■ **ABOUT THIS TASK**
Would you retype every line below without changing anything?

■ **RECORD SET**
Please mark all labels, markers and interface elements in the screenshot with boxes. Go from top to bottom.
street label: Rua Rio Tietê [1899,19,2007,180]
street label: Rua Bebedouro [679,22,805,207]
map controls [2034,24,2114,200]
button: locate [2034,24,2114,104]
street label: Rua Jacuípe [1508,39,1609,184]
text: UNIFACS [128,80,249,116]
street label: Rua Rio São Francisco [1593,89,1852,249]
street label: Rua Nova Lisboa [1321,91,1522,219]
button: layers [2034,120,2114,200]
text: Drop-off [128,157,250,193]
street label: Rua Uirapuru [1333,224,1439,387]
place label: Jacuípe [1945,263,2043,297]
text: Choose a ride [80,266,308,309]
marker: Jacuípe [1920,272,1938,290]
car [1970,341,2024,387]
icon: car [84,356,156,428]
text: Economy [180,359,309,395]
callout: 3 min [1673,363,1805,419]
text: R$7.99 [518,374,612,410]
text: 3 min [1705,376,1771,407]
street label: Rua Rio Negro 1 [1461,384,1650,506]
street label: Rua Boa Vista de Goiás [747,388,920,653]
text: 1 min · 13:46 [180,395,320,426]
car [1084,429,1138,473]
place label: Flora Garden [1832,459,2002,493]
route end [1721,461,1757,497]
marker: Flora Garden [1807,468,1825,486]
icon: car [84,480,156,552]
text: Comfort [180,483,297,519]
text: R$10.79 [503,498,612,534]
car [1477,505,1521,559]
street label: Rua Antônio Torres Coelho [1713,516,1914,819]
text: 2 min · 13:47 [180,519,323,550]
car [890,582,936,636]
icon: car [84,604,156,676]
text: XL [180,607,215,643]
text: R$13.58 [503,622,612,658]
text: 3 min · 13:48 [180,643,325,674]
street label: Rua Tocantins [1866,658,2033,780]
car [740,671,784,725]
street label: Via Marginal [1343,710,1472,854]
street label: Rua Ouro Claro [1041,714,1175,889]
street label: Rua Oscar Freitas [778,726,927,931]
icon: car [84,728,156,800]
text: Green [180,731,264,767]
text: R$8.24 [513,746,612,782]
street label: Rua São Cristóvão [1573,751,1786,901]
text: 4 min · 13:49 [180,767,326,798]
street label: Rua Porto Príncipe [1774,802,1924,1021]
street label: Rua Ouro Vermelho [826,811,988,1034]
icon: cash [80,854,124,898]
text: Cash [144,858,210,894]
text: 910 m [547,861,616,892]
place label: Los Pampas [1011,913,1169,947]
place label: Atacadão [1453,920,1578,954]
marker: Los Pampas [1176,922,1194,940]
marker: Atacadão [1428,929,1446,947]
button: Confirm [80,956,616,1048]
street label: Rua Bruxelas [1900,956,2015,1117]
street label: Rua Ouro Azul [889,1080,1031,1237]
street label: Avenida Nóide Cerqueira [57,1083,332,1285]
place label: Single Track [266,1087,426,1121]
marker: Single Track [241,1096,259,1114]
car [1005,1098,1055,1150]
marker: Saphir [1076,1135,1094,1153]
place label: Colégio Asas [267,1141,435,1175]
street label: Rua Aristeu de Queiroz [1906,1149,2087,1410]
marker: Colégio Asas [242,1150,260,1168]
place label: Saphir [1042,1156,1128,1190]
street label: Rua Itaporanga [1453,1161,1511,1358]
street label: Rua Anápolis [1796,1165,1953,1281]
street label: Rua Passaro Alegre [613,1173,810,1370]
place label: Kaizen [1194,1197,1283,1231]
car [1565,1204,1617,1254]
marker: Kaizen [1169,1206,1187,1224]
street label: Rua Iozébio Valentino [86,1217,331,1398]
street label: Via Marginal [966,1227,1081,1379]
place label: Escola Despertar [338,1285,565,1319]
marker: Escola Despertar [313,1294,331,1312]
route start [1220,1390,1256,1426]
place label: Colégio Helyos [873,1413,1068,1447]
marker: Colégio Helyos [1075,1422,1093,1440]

■ **WORKED SOLUTION**
Please mark all labels, markers and interface elements in the screenshot with boxes. Go from top to bottom.
street label: Rua Rio Tietê [1899,19,2007,180]
street label: Rua Bebedouro [679,22,805,207]
map controls [2034,24,2114,200]
button: locate [2034,24,2114,104]
street label: Rua Jacuípe [1508,39,1609,184]
text: UNIFACS [128,80,249,116]
street label: Rua Rio São Francisco [1593,89,1852,249]
street label: Rua Nova Lisboa [1321,91,1522,219]
button: layers [2034,120,2114,200]
text: Drop-off [128,157,250,193]
street label: Rua Uirapuru [1333,224,1439,387]
place label: Jacuípe [1945,263,2043,297]
text: Choose a ride [80,266,308,309]
marker: Jacuípe [1920,272,1938,290]
car [1970,341,2024,387]
icon: car [84,356,156,428]
text: Economy [180,359,309,395]
callout: 3 min [1673,363,1805,419]
text: R$7.99 [518,374,612,410]
text: 3 min [1705,376,1771,407]
street label: Rua Rio Negro 1 [1461,384,1650,506]
street label: Rua Boa Vista de Goiás [747,388,920,653]
text: 1 min · 13:46 [180,395,320,426]
car [1084,429,1138,473]
place label: Flora Garden [1832,459,2002,493]
route end [1721,461,1757,497]
marker: Flora Garden [1807,468,1825,486]
icon: car [84,480,156,552]
text: Comfort [180,483,297,519]
text: R$10.79 [503,498,612,534]
car [1477,505,1521,559]
street label: Rua Antônio Torres Coelho [1713,516,1914,819]
text: 2 min · 13:47 [180,519,323,550]
car [890,582,936,636]
icon: car [84,604,156,676]
text: XL [180,607,215,643]
text: R$13.58 [503,622,612,658]
text: 3 min · 13:48 [180,643,325,674]
street label: Rua Tocantins [1866,658,2033,780]
car [740,671,784,725]
street label: Via Marginal [1343,710,1472,854]
street label: Rua Ouro Claro [1041,714,1175,889]
street label: Rua Oscar Freitas [778,726,927,931]
icon: car [84,728,156,800]
text: Green [180,731,264,767]
text: R$8.24 [513,746,612,782]
street label: Rua São Cristóvão [1573,751,1786,901]
text: 4 min · 13:49 [180,767,326,798]
street label: Rua Porto Príncipe [1774,802,1924,1021]
street label: Rua Ouro Vermelho [826,811,988,1034]
icon: cash [80,854,124,898]
text: Cash [144,858,210,894]
text: 910 m [547,861,616,892]
place label: Los Pampas [1011,913,1169,947]
place label: Atacadão [1453,920,1578,954]
marker: Los Pampas [1176,922,1194,940]
marker: Atacadão [1428,929,1446,947]
button: Confirm [80,956,616,1048]
street label: Rua Bruxelas [1900,956,2015,1117]
street label: Rua Ouro Azul [889,1080,1031,1237]
street label: Avenida Nóide Cerqueira [57,1083,332,1285]
place label: Single Track [266,1087,426,1121]
marker: Single Track [241,1096,259,1114]
car [1005,1098,1055,1150]
marker: Saphir [1076,1135,1094,1153]
place label: Colégio Asas [267,1141,435,1175]
street label: Rua Aristeu de Queiroz [1906,1149,2087,1410]
marker: Colégio Asas [242,1150,260,1168]
place label: Saphir [1042,1156,1128,1190]
street label: Rua Itaporanga [1453,1161,1511,1358]
street label: Rua Anápolis [1796,1165,1953,1281]
street label: Rua Passaro Alegre [613,1173,810,1370]
place label: Kaizen [1194,1197,1283,1231]
car [1565,1204,1617,1254]
marker: Kaizen [1169,1206,1187,1224]
street label: Rua Iozébio Valentino [86,1217,331,1398]
street label: Via Marginal [966,1227,1081,1379]
place label: Escola Despertar [338,1285,565,1319]
marker: Escola Despertar [313,1294,331,1312]
route start [1220,1390,1256,1426]
place label: Colégio Helyos [873,1413,1068,1447]
marker: Colégio Helyos [1075,1422,1093,1440]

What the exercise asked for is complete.